The statistical analysis plugin provides data analysis capabilities on structured data.

In [None]:
# Example of using statistical analysis plugin
import pandas as pd

# Create sample data
data = pd.DataFrame({
    'value': [10, 20, 30, 40, 50, 60, 70, 80, 90, 100],
    'category': ['A', 'B', 'A', 'B', 'C', 'C', 'D', 'D', 'E', 'E']
})

# Perform statistical analysis
stats_plugin = StatisticalAnalysisPlugin()
analysis = stats_plugin.kolmogorov_smirnov_test(data)
print("Statistical Analysis Results:")
print(analysis)

## 7. Using Plugin Collections

The system provides pre-configured plugin collections for different types of content.

In [12]:
# Example of using plugin collections
from app.plugins import AUDIO_PLUGINS, IMAGE_PLUGINS, TEXT_PLUGINS, VIDEO_PLUGINS

print(f"Audio plugins available: {len(AUDIO_PLUGINS)}")
print(f"Image plugins available: {len(IMAGE_PLUGINS)}")
print(f"Text plugins available: {len(TEXT_PLUGINS)}")
print(f"Video plugins available: {len(VIDEO_PLUGINS)}")

# Display available plugins in the TEXT_PLUGINS collection
print("\nText plugins:")
for plugin in TEXT_PLUGINS:
    print(f"- {plugin.__class__.__name__}")
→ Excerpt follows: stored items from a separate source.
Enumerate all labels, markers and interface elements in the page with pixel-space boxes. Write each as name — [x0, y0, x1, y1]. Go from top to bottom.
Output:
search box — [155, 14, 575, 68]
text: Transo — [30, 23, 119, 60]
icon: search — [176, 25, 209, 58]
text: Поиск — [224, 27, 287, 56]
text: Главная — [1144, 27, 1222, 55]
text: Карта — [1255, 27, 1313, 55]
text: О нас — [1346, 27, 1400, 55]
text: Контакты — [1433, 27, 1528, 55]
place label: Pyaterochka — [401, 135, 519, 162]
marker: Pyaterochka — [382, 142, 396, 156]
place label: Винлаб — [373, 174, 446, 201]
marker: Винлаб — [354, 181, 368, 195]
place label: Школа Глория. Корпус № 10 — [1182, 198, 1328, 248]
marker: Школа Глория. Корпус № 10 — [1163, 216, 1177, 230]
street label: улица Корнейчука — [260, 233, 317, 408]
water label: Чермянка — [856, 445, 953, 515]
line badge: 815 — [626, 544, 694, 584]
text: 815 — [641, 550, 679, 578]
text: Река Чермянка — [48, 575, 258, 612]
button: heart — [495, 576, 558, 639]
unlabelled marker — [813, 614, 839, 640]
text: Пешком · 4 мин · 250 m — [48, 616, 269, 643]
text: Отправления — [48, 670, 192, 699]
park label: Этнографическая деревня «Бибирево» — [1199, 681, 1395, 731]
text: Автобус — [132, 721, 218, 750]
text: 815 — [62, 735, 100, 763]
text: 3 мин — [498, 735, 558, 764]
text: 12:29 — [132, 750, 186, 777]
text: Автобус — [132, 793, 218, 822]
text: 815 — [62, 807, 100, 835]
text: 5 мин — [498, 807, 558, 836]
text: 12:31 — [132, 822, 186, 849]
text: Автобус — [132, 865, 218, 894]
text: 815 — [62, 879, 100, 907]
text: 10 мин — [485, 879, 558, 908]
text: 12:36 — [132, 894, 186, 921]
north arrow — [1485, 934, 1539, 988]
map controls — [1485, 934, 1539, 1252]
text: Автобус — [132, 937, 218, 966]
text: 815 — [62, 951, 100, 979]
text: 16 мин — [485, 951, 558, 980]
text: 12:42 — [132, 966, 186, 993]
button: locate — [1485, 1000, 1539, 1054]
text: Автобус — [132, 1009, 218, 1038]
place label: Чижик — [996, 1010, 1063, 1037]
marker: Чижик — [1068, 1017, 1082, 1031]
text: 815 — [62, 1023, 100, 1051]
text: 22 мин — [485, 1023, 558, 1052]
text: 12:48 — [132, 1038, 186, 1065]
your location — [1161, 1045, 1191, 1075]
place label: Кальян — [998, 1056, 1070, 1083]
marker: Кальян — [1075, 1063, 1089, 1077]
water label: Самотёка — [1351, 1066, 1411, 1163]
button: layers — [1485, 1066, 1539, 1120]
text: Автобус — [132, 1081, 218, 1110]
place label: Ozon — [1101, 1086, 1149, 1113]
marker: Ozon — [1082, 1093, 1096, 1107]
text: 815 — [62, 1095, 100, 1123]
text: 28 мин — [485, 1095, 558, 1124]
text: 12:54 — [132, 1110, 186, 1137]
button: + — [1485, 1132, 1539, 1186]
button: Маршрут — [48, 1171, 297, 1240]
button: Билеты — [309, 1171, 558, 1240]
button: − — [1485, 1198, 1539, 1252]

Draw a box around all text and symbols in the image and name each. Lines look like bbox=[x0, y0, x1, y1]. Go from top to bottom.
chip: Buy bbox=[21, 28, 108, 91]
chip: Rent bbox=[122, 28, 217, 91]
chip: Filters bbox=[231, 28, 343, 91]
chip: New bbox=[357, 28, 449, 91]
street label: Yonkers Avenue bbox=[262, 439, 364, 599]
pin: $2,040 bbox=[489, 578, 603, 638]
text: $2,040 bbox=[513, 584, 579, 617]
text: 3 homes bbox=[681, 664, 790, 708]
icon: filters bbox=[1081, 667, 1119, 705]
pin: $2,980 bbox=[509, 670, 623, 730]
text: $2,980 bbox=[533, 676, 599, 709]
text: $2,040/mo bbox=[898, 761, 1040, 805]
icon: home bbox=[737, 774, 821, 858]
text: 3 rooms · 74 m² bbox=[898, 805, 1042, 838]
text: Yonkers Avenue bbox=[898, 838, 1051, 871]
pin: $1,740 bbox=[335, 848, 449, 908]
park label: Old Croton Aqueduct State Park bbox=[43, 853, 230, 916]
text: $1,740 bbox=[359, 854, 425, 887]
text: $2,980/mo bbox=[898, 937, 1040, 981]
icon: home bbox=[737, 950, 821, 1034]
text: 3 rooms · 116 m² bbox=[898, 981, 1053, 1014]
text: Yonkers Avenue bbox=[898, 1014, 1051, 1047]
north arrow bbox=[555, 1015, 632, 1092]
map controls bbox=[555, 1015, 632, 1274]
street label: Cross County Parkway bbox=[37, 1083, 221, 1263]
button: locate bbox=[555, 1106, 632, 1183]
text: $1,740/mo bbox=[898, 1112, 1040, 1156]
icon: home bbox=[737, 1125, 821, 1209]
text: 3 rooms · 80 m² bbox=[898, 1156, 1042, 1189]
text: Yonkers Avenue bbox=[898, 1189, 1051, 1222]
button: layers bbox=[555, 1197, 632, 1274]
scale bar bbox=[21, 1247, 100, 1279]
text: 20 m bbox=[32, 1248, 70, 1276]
Audio plugins available: 7
Image plugins available: 7
Text plugins available: 7
Video plugins available: 7

Text plugins:
- TextProcessor
- TextEmbedder
- TextAnswer
- NLToSQL
- NLToNoSQL
- LocalFileRetriever
- StatisticalAnalysisPlugin


## Conclusion

In this notebook, we've explored all the major components of the augmented RAG system:

1. **Audio Processing Plugins** for handling audio content
2. **Image Processing Plugins** for working with visual data
3. **Text Processing Plugins** for processing text documents
4. **Video Processing Plugins** for analyzing video content
5. **Retrieval Plugins** for querying various data sources
6. **Statistical Analysis Plugin** for data analysis
7. **Combined Plugin Usage** for creating workflows
8. **Plugin Collections** for content-specific processing

Each plugin plays a crucial role in the overall functionality of the augmented RAG system, enabling more accurate and relevant responses to user queries across different types of media and data sources.